(Work order): Print out the data below in full, exactly as written.

(Data for review):

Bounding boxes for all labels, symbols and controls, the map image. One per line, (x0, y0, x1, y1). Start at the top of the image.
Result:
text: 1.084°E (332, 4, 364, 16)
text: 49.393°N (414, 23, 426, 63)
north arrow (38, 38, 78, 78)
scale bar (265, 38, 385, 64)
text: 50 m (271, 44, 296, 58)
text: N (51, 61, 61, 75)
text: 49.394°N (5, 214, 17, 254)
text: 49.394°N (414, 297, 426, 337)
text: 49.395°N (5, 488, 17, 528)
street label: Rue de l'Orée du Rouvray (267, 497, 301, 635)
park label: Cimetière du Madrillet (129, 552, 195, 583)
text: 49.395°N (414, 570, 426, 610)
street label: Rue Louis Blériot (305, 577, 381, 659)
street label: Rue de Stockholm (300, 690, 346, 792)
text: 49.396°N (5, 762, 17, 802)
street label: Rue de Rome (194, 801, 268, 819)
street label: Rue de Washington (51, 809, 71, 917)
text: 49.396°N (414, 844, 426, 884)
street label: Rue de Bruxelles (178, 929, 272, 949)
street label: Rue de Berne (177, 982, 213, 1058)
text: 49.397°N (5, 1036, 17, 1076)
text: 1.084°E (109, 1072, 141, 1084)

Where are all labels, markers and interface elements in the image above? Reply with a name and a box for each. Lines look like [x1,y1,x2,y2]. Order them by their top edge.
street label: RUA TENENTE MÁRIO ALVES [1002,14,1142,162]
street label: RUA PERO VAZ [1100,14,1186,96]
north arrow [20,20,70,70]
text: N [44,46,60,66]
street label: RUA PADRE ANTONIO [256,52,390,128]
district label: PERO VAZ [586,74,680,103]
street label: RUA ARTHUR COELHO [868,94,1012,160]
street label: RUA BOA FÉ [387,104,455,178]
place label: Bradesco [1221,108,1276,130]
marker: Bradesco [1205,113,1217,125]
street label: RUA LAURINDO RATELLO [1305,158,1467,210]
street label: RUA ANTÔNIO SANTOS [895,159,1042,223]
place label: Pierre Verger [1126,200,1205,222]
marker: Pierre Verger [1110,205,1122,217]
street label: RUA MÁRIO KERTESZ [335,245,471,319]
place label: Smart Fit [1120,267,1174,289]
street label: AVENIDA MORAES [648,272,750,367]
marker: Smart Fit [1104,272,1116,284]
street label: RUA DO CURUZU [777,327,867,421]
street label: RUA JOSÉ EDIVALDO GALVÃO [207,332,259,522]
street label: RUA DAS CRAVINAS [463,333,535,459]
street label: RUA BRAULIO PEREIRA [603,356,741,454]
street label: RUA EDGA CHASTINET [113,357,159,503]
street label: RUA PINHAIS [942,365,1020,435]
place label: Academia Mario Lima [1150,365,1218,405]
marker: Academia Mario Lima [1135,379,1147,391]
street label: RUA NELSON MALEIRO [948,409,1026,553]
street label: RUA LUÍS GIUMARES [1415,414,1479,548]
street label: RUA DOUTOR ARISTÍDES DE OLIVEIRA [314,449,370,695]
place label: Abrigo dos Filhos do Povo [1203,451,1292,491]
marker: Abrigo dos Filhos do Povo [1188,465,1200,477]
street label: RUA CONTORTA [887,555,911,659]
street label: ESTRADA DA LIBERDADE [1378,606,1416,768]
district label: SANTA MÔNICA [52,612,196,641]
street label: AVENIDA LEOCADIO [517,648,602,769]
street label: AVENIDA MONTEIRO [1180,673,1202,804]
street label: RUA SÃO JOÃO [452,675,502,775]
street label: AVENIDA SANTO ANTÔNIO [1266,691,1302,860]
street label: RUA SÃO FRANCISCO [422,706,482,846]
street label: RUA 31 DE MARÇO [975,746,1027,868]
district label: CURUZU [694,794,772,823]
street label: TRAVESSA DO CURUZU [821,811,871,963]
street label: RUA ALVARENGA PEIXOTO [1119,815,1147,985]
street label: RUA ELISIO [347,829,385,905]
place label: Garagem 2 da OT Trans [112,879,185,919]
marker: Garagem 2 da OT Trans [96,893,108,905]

(Solution to the problem):
Bounding boxes for all labels, symbols and controls, the map image. One per line, (x0, y0, x1, y1). Start at the top of the image.
Result:
text: 1.084°E (332, 4, 364, 16)
text: 49.393°N (414, 23, 426, 63)
north arrow (38, 38, 78, 78)
scale bar (265, 38, 385, 64)
text: 50 m (271, 44, 296, 58)
text: N (51, 61, 61, 75)
text: 49.394°N (5, 214, 17, 254)
text: 49.394°N (414, 297, 426, 337)
text: 49.395°N (5, 488, 17, 528)
street label: Rue de l'Orée du Rouvray (267, 497, 301, 635)
park label: Cimetière du Madrillet (129, 552, 195, 583)
text: 49.395°N (414, 570, 426, 610)
street label: Rue Louis Blériot (305, 577, 381, 659)
street label: Rue de Stockholm (300, 690, 346, 792)
text: 49.396°N (5, 762, 17, 802)
street label: Rue de Rome (194, 801, 268, 819)
street label: Rue de Washington (51, 809, 71, 917)
text: 49.396°N (414, 844, 426, 884)
street label: Rue de Bruxelles (178, 929, 272, 949)
street label: Rue de Berne (177, 982, 213, 1058)
text: 49.397°N (5, 1036, 17, 1076)
text: 1.084°E (109, 1072, 141, 1084)

Where are all labels, markers and interface elements in the image above? Reply with a name and a box for each. Lines look like [x1,y1,x2,y2]. Order them by their top edge.
street label: RUA TENENTE MÁRIO ALVES [1002,14,1142,162]
street label: RUA PERO VAZ [1100,14,1186,96]
north arrow [20,20,70,70]
text: N [44,46,60,66]
street label: RUA PADRE ANTONIO [256,52,390,128]
district label: PERO VAZ [586,74,680,103]
street label: RUA ARTHUR COELHO [868,94,1012,160]
street label: RUA BOA FÉ [387,104,455,178]
place label: Bradesco [1221,108,1276,130]
marker: Bradesco [1205,113,1217,125]
street label: RUA LAURINDO RATELLO [1305,158,1467,210]
street label: RUA ANTÔNIO SANTOS [895,159,1042,223]
place label: Pierre Verger [1126,200,1205,222]
marker: Pierre Verger [1110,205,1122,217]
street label: RUA MÁRIO KERTESZ [335,245,471,319]
place label: Smart Fit [1120,267,1174,289]
street label: AVENIDA MORAES [648,272,750,367]
marker: Smart Fit [1104,272,1116,284]
street label: RUA DO CURUZU [777,327,867,421]
street label: RUA JOSÉ EDIVALDO GALVÃO [207,332,259,522]
street label: RUA DAS CRAVINAS [463,333,535,459]
street label: RUA BRAULIO PEREIRA [603,356,741,454]
street label: RUA EDGA CHASTINET [113,357,159,503]
street label: RUA PINHAIS [942,365,1020,435]
place label: Academia Mario Lima [1150,365,1218,405]
marker: Academia Mario Lima [1135,379,1147,391]
street label: RUA NELSON MALEIRO [948,409,1026,553]
street label: RUA LUÍS GIUMARES [1415,414,1479,548]
street label: RUA DOUTOR ARISTÍDES DE OLIVEIRA [314,449,370,695]
place label: Abrigo dos Filhos do Povo [1203,451,1292,491]
marker: Abrigo dos Filhos do Povo [1188,465,1200,477]
street label: RUA CONTORTA [887,555,911,659]
street label: ESTRADA DA LIBERDADE [1378,606,1416,768]
district label: SANTA MÔNICA [52,612,196,641]
street label: AVENIDA LEOCADIO [517,648,602,769]
street label: AVENIDA MONTEIRO [1180,673,1202,804]
street label: RUA SÃO JOÃO [452,675,502,775]
street label: AVENIDA SANTO ANTÔNIO [1266,691,1302,860]
street label: RUA SÃO FRANCISCO [422,706,482,846]
street label: RUA 31 DE MARÇO [975,746,1027,868]
district label: CURUZU [694,794,772,823]
street label: TRAVESSA DO CURUZU [821,811,871,963]
street label: RUA ALVARENGA PEIXOTO [1119,815,1147,985]
street label: RUA ELISIO [347,829,385,905]
place label: Garagem 2 da OT Trans [112,879,185,919]
marker: Garagem 2 da OT Trans [96,893,108,905]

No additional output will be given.